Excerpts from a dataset
- - -

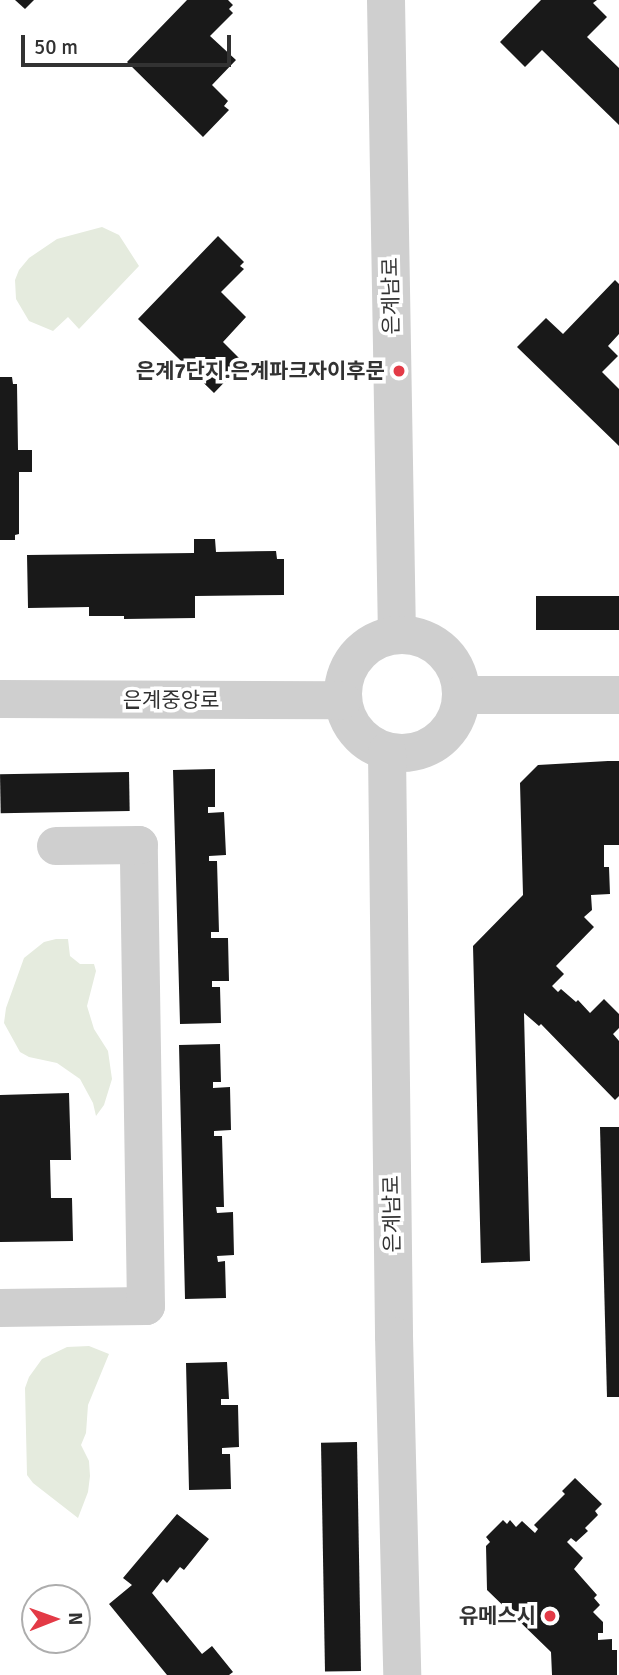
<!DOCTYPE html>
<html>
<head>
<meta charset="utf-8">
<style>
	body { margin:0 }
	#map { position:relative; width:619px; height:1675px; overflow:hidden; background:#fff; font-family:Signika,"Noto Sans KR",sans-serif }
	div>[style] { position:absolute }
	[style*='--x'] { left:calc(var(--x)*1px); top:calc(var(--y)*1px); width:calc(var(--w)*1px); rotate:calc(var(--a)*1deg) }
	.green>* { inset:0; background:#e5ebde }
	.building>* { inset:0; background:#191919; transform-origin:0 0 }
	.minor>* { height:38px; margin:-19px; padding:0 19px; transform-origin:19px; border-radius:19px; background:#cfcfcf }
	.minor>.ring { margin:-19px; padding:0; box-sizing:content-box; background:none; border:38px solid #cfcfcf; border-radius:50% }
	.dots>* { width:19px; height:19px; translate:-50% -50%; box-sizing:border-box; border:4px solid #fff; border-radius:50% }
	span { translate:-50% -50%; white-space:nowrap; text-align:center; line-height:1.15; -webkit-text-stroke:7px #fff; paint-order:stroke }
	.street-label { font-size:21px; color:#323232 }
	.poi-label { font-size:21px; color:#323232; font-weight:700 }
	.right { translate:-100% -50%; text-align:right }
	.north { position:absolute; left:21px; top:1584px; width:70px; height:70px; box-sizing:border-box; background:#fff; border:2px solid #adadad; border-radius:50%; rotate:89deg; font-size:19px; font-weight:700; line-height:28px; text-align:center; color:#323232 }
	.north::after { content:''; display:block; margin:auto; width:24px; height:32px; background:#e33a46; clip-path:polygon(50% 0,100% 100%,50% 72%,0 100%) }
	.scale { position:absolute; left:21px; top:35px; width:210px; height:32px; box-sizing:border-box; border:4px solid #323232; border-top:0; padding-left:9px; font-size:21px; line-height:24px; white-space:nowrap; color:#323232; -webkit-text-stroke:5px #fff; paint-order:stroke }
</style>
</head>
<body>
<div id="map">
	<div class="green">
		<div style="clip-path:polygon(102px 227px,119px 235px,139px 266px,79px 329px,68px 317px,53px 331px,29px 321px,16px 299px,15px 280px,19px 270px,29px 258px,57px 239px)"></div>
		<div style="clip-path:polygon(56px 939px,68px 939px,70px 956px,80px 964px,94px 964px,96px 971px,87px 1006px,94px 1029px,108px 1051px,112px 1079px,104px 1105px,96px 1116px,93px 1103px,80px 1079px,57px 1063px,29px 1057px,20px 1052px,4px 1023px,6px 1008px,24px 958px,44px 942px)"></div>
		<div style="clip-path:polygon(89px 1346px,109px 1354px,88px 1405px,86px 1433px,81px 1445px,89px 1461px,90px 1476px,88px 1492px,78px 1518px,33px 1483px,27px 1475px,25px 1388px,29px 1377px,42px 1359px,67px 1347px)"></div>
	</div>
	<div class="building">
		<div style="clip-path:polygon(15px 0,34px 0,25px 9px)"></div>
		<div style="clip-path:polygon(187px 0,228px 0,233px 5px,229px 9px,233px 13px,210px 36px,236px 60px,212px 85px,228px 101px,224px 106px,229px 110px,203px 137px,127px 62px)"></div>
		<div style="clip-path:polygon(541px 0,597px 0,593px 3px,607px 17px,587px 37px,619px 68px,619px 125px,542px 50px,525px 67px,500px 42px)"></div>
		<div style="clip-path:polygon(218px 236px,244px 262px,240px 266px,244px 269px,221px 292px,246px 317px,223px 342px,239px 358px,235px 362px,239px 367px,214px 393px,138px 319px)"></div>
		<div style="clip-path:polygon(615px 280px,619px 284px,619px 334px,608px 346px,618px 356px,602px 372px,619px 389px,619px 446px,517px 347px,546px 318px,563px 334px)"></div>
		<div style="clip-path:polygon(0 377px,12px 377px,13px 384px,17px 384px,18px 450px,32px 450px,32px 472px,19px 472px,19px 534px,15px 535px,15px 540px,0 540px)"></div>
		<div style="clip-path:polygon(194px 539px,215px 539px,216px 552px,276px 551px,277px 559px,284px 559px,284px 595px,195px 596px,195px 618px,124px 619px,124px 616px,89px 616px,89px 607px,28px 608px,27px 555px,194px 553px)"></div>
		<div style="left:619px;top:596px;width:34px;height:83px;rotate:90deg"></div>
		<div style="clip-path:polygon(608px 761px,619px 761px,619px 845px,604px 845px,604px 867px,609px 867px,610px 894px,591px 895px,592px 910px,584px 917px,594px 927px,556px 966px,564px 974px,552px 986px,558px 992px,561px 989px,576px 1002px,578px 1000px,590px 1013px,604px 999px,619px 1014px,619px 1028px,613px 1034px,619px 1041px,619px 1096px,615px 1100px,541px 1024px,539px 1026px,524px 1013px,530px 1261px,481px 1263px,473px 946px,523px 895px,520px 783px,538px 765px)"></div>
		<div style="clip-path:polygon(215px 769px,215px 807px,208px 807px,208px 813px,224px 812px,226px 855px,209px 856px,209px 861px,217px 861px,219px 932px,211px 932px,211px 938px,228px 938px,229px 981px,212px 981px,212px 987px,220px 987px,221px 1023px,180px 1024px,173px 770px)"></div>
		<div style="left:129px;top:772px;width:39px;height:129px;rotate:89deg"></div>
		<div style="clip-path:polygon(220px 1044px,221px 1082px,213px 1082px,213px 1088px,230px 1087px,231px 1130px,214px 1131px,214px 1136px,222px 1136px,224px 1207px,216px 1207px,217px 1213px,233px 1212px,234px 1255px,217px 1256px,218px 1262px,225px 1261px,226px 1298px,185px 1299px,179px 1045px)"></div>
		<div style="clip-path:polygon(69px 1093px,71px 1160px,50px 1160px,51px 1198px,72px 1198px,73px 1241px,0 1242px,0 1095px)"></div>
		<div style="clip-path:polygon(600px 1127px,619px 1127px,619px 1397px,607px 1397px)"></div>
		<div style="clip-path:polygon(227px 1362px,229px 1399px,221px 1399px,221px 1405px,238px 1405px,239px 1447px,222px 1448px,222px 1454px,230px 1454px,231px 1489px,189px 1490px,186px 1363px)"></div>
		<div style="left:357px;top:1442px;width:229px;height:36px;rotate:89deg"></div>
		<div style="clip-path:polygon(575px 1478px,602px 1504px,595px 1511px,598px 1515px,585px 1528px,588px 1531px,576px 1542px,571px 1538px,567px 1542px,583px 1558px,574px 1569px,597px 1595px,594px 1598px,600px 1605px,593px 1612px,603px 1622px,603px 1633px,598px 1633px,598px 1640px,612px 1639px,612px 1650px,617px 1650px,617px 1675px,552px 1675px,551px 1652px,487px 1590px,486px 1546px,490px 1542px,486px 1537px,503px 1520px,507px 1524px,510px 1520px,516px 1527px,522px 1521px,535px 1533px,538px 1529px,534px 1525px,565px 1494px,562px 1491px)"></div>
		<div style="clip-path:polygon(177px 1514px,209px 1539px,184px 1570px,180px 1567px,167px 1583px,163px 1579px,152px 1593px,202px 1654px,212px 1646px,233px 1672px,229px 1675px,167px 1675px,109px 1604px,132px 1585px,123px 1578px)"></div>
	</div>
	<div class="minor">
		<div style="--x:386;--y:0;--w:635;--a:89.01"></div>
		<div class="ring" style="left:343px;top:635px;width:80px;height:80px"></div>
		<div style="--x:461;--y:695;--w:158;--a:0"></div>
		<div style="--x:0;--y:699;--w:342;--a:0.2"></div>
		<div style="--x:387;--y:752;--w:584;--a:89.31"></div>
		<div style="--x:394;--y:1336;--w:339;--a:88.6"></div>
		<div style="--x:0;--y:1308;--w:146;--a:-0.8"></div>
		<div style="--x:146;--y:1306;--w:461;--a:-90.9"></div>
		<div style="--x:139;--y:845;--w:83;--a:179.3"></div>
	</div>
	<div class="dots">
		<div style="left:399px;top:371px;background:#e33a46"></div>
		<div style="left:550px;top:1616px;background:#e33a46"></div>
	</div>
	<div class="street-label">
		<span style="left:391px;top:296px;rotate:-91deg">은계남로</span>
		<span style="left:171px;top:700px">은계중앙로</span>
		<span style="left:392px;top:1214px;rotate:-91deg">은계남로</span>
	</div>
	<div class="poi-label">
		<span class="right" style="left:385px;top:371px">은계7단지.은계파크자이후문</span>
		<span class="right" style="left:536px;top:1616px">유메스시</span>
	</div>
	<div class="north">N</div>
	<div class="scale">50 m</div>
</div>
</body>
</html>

- - -

WHAT TO PRODUCE -> In the answer, include exactly the lines from the top of the entries through the line containing "position:absolute; left:21px; top:1584px;", and nothing else, not even the pictures.

WRITTEN RESPONSE ->
<!DOCTYPE html>
<html>
<head>
<meta charset="utf-8">
<style>
	body { margin:0 }
	#map { position:relative; width:619px; height:1675px; overflow:hidden; background:#fff; font-family:Signika,"Noto Sans KR",sans-serif }
	div>[style] { position:absolute }
	[style*='--x'] { left:calc(var(--x)*1px); top:calc(var(--y)*1px); width:calc(var(--w)*1px); rotate:calc(var(--a)*1deg) }
	.green>* { inset:0; background:#e5ebde }
	.building>* { inset:0; background:#191919; transform-origin:0 0 }
	.minor>* { height:38px; margin:-19px; padding:0 19px; transform-origin:19px; border-radius:19px; background:#cfcfcf }
	.minor>.ring { margin:-19px; padding:0; box-sizing:content-box; background:none; border:38px solid #cfcfcf; border-radius:50% }
	.dots>* { width:19px; height:19px; translate:-50% -50%; box-sizing:border-box; border:4px solid #fff; border-radius:50% }
	span { translate:-50% -50%; white-space:nowrap; text-align:center; line-height:1.15; -webkit-text-stroke:7px #fff; paint-order:stroke }
	.street-label { font-size:21px; color:#323232 }
	.poi-label { font-size:21px; color:#323232; font-weight:700 }
	.right { translate:-100% -50%; text-align:right }
	.north { position:absolute; left:21px; top:1584px; width:70px; height:70px; box-sizing:border-box; background:#fff; border:2px solid #adadad; border-radius:50%; rotate:89deg; font-size:19px; font-weight:700; line-height:28px; text-align:center; color:#323232 }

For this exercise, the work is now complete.